- [Provided data]
--------------------

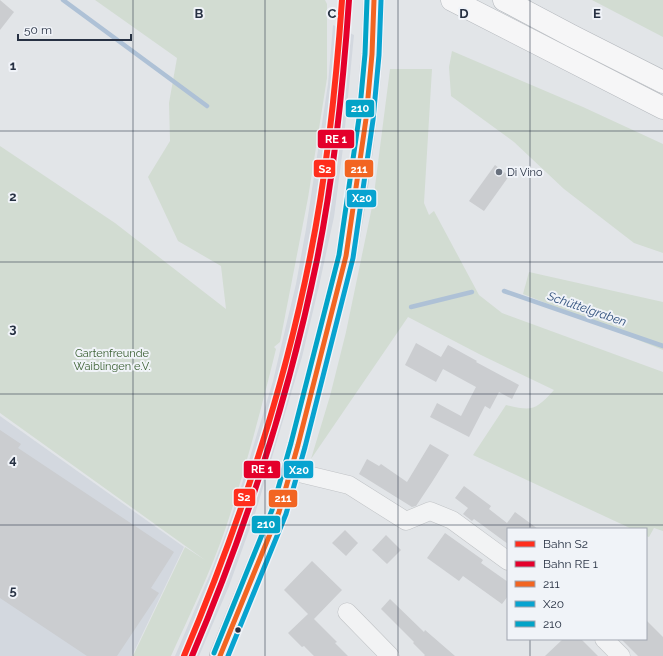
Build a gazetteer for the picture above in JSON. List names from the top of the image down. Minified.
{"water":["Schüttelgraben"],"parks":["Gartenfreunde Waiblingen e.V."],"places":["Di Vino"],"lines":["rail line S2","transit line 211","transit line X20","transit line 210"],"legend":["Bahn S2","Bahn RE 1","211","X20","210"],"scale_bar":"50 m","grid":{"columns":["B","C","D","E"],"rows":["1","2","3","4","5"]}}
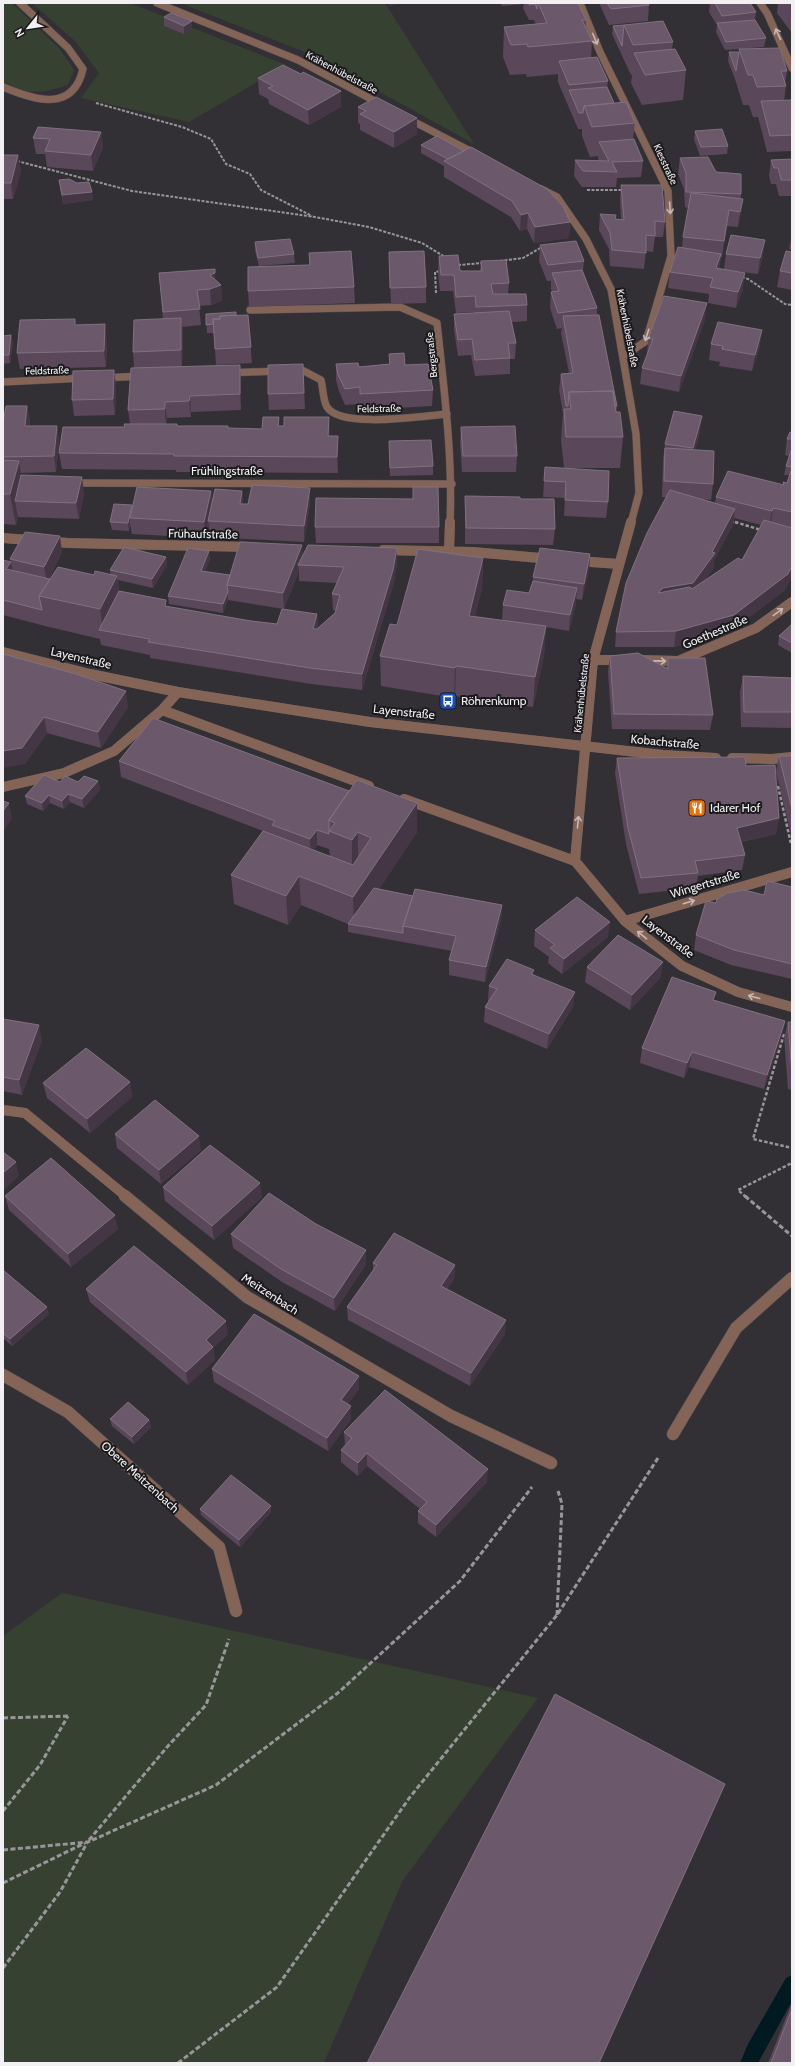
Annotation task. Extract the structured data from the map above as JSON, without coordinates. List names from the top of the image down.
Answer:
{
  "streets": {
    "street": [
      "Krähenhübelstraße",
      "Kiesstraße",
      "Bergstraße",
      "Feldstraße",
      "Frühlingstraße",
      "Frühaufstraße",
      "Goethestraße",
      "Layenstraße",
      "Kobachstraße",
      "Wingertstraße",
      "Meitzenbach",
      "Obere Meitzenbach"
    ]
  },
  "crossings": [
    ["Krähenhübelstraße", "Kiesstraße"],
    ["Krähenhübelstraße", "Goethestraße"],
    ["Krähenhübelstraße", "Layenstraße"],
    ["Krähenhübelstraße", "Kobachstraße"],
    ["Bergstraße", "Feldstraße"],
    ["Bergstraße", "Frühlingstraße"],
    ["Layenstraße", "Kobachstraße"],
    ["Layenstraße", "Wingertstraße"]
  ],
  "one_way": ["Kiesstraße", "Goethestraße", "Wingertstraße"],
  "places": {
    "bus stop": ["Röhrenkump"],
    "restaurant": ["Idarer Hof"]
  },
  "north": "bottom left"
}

--------------------

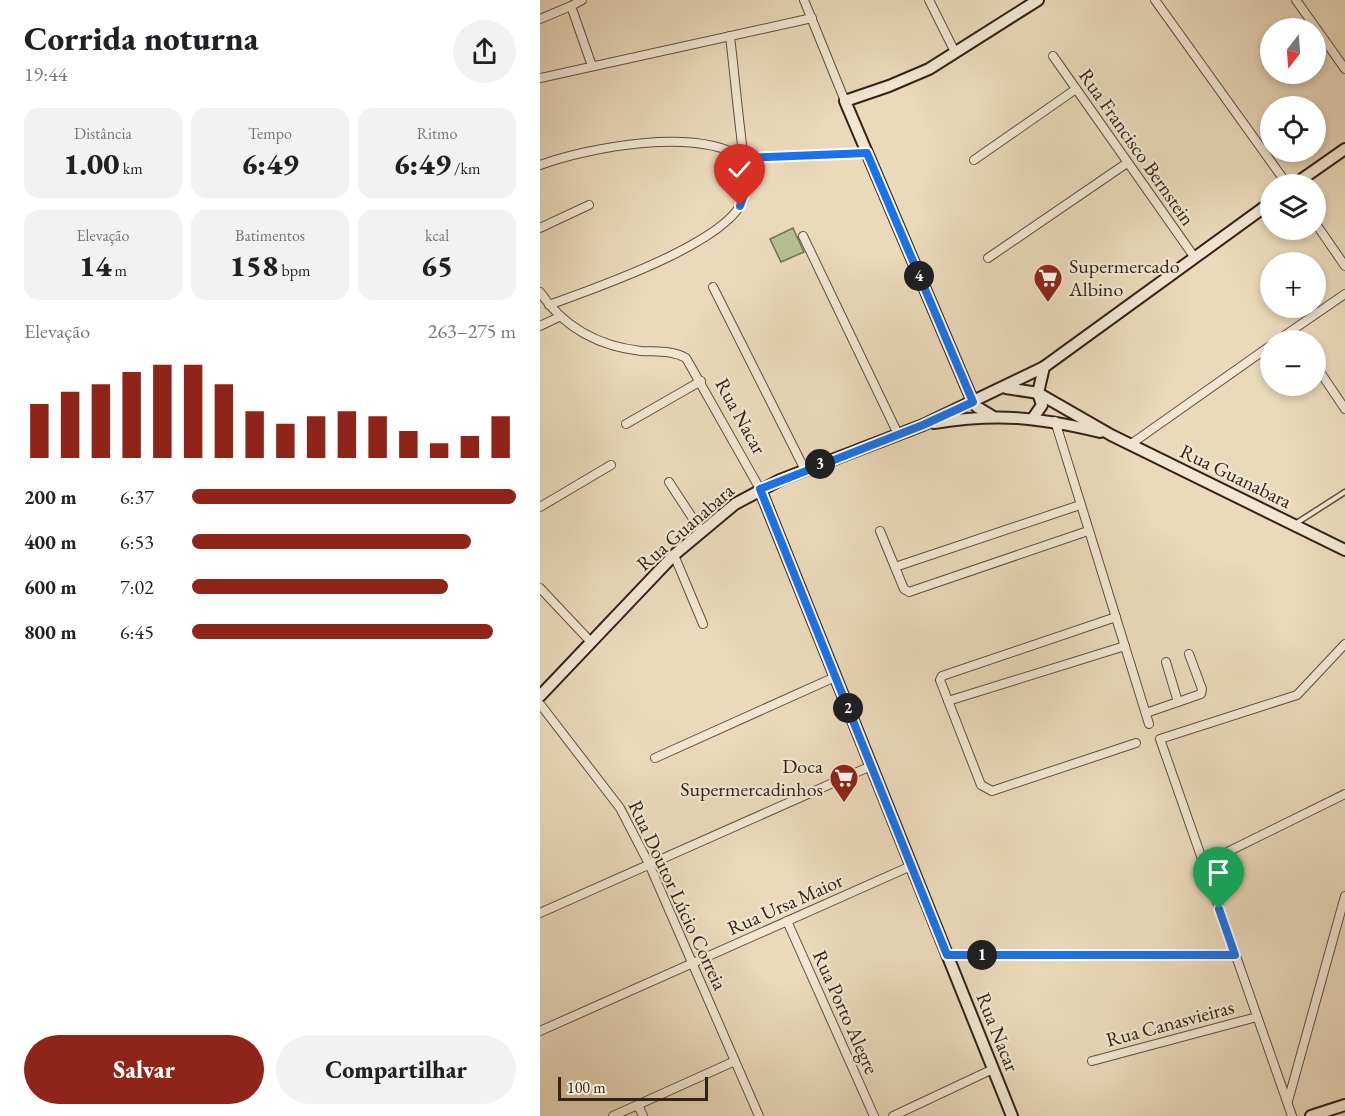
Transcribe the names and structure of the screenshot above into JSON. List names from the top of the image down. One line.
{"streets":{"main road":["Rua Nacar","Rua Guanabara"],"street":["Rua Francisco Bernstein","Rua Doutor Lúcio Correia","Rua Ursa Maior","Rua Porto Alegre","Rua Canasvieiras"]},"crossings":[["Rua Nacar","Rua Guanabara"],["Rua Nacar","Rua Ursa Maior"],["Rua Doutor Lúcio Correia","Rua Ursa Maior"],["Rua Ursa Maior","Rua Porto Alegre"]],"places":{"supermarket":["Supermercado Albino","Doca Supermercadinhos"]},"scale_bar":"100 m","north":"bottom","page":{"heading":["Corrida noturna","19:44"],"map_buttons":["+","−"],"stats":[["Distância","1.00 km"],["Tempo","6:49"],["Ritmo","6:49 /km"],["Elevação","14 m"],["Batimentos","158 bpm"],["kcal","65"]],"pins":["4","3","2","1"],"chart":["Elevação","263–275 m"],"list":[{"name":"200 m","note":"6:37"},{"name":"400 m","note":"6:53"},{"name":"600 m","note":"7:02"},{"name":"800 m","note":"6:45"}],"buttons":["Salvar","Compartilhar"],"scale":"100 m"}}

--------------------

Nothing but the lines above, starting at the line that contains "Build a gazetteer" and ending at the line that contains "Annotation task. Extract", should be given again, exactly and without the pictures.

Build a gazetteer for the picture above in JSON. List names from the top of the image down. Minified.
{"water":["Schüttelgraben"],"parks":["Gartenfreunde Waiblingen e.V."],"places":["Di Vino"],"lines":["rail line S2","transit line 211","transit line X20","transit line 210"],"legend":["Bahn S2","Bahn RE 1","211","X20","210"],"scale_bar":"50 m","grid":{"columns":["B","C","D","E"],"rows":["1","2","3","4","5"]}}
Annotation task. Extract the structured data from the map above as JSON, without coordinates. List names from the top of the image down.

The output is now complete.